Il ritorno del sindaco più amato dagli spezzini

Alberto Vignali

Un torrente in piena. «Ho 14 anni di silenzio che deve colmare». L'ex sindaco socialista della Spezia degli anni '90, Gianluigi Burrafato, da ieri mattina è il candidato alla poltrona di primo cittadino della Spezia, per conto della Casa delle Libertà. L'accettazione ufficiale dell'incarico è arrivata alla presenza di Sandro Biasotti, ex governatore della Regione, nel corso di una conferenza stampa che ha riunito tutte le anime del centrodestra. Presenti ed entusiasti i vertici di Forza Italia, con il coordinatore ligure Michele Scandroglio e il consigliere regionale Luigi Morgillo, e quelli di An, presente a livello regionale con Eugenio Minasso e locale con Giacomo Gatti. «Il centrodestra in passato è andato diviso - ha subito chiarito il candidato che ha riunito in un progetto tutta la Cdl ed aperto la porta anche ad altri soggetti - in ordine sparso, la fiducia che mi sono sentito ha reso la mia persona condivisa, non per degli equilibri di partito, ma per un obiettivo».
Ma un uomo che come lei arriva dalla sinistra non si sente fuori posto? Burrafato non dà il tempo neppure di finire la domanda, ha già la risposta che arriva in automatico, per rafforzare la prima candidatura formalmente ufficializzata in una città capoluogo per le amministrative. «Sono stato motivato a tornare in politica dallo sdegno civile - spiega con determinazione -. Non faccio il politico per campare e questo mi rende indipendente da ogni schema o vincolo. Anzi, lascio la mia vita, quella tra i miei libri e le mie api, per un impegno che sarà gravoso. Ma non voglio fare il custode di una necropoli che qualcuno ha voluto mantenere tale per avere un maggiore controllo politico. Certo, sono di sinistra, se la solidarietà è di sinistra, e sono di destra, se ordine pubblico e decoro sono di destra. Sono per il buonsenso».
Quali sono allora le prime tre cose che farà da sindaco?

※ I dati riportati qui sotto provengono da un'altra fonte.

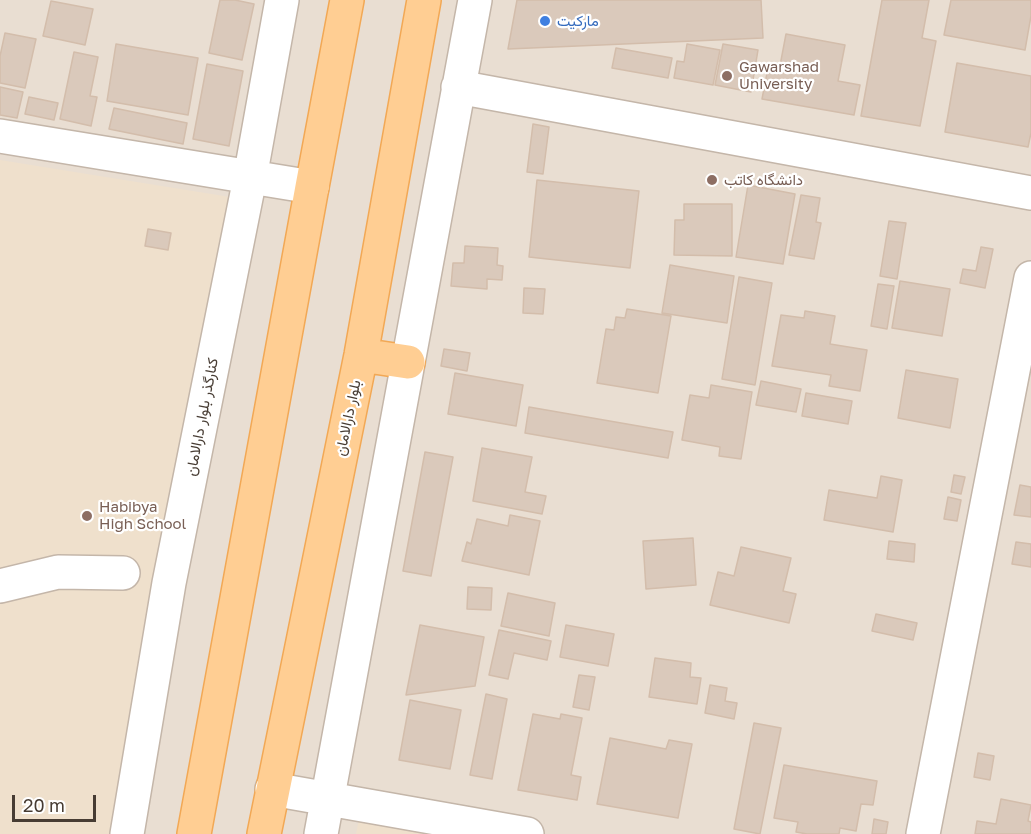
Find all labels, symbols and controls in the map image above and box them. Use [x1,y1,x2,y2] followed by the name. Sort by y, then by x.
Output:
[557,12,599,30] place label: مارکیت
[538,14,552,28] marker: مارکیت
[739,58,819,93] place label: Gawarshad University
[720,69,734,83] marker: Gawarshad University
[724,171,803,189] place label: دانشگاه کاتب
[705,173,719,187] marker: دانشگاه کاتب
[182,356,222,478] street label: کنارگذر بلوار دارالامان
[331,378,365,458] street label: بلوار دارالامان
[99,498,186,533] place label: Habibya High School
[80,509,94,523] marker: Habibya High School
[15,783,99,821] scale bar
[23,794,65,816] text: 20 m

«Intanto pensiamo a ridurre l'Ici sulla prima casa - prosegue il candidato della Cdl - poi si deve terminare quello che non è stato fatto sulla viabilità ad esempio e poi dare una prospettiva alla portualità turistica. La vertenza per la centrale Enel, la realizzazione della variante Aurelia, lo stadio, l'ospedale e il porticciolo turistico. Tutte pratiche che erano in discussione quando ho chiuso l'esperienza da sindaco. Sono ancora tutte qui». Sui grandi temi Burrafato parla anche della necessità di investire in un futuro legato realmente alla nautica, senza perdere o cancellare le realtà economiche già esistenti, e si pone il confronto con le vicine Cinque Terre che definisce «una California». Quando si parla di chi chiamerà nella sua giunta, è altrettanto esplicito. «Non farò una squadra decisa per tessere. Anzì - conclude -. Chiamerò amici non politicizzati, anche persone dall'altra parte che come me sono stanche di questa situazione. Voglio gente onesta e di talento che sappia sorridere. Il mio motto l'ho preso in prestito dal papa: "Gli angeli sanno volare perchè sanno sorridere"».
Il suo avversario, nella corsa alla poltrona di sindaco della Spezia, sarà quasi sicuramente Massimo Federici, 50 anni, attuale assessore alla Pianificazione territoriale. La sua proposta di candidatura è arrivata circa un mese fa, quando il Ds ha annunciato di voler continuare la politica del sindaco uscente, Giorgio Pagano. Una candidatura che dovrà passare al vaglio delle primarie del centrosinistra. Infatti una decina di giorni fa, inatteso ed imprevisto, il sottosegretario alla Difesa Lorenzo Forcieri, aveva annunciato «di essere disponibile» a candidarsi alle primarie per fare il sindaco. Prenderà una decisione nei prossimi giorni. Ma quella di ieri è stata comunque solo la giornata di Burrafato, eclettico concorrente in una roccaforte del centrosinistra che lo vede come concreto catalizzatore di più realtà. Ieri alla sua conferenza stampa di presentazione c'erano anche uomini vicini alla sinistra che sono «venuti a salutare un amico, non un candidato», ma questo fa ben comprendere il clima in cui si vive in questi primi giorni di vera campagna elettorale.